There have only been two other times when the stock market ran parabolically up from a low in barely over a year, as was the case this time around (+80% from March 2009 to April 2010): the 112% surge from June 1, 1932 to September 7, 1932; and the 116% runup from March 2, 1933 to July 18, 1933. In the first case, we had a 40% correction and in the second, the correction was 34%. So, we are talking here about the prospect of a pretty hefty reversal in the S&P 500 that could very easily take the index down"
It's not just the huge runup, but also the very high valuations, relative to fundamentals.

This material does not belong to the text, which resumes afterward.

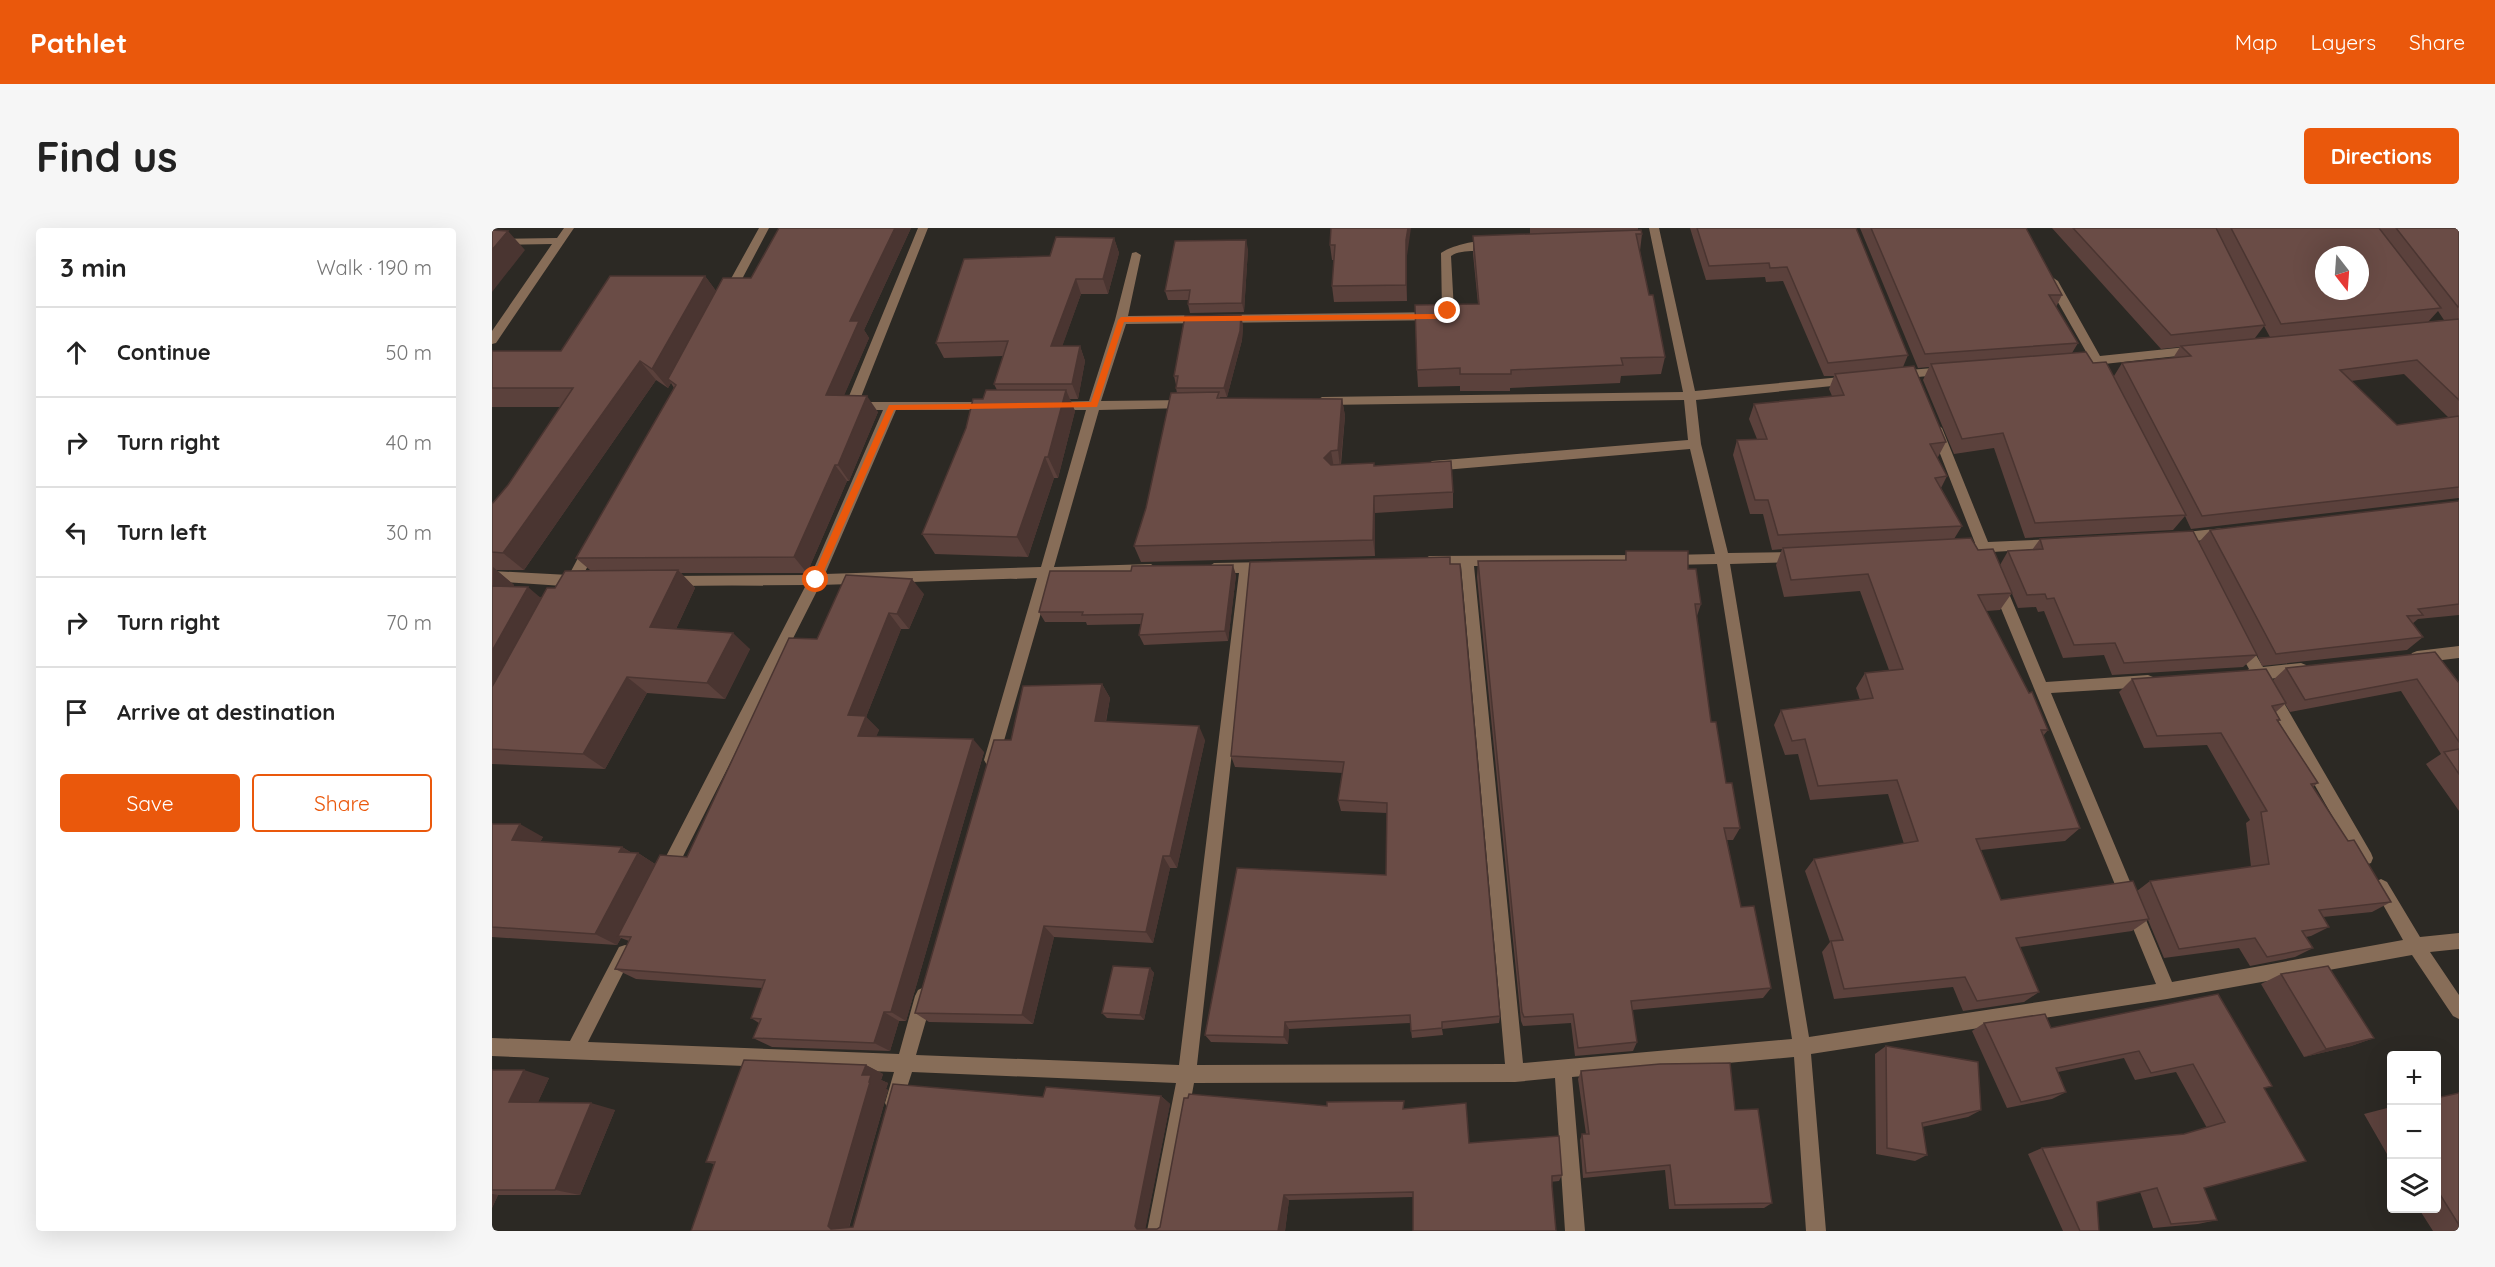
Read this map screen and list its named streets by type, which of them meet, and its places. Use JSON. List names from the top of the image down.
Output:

At the peak of those 2 rallies stocks were not expensive. At the peak of this rally they were. At the troughs of those 2 declines stocks were dirt cheap. In March 09 they were quite cheap but not comparable to the worst bear market bottoms of the past.
So I think a 20-40% bear market is quite possible. A move back to 850 would be a mere 30% correction from a 80% rally, and would bring stocks back to cheap levels again.
Then again, maybe that is too simple, and stocks just grind around in a nowhere range for the next 6 years, boring everyone to death before finally bottoming out like gold in the late 90s, with no fanfare whatsoever. That would be the path of maximum frustration.
Overall I'd say the best play is forget indexing or guessing where the S&P will go. Relying on market returns in such a confused era seems unwise. I'd rather follow a long/short approach - there are plenty of cheap stocks at the moment, and plenty of great businesses at acceptable valuations, plus there are plenty of appalling businesses and stocks with terrible macro or micro headwinds, so loads of opportunity there. Or just do deep value investing and pick stuff up on the cheap during the periodic selloffs, a la Buffett in the 50s-70s.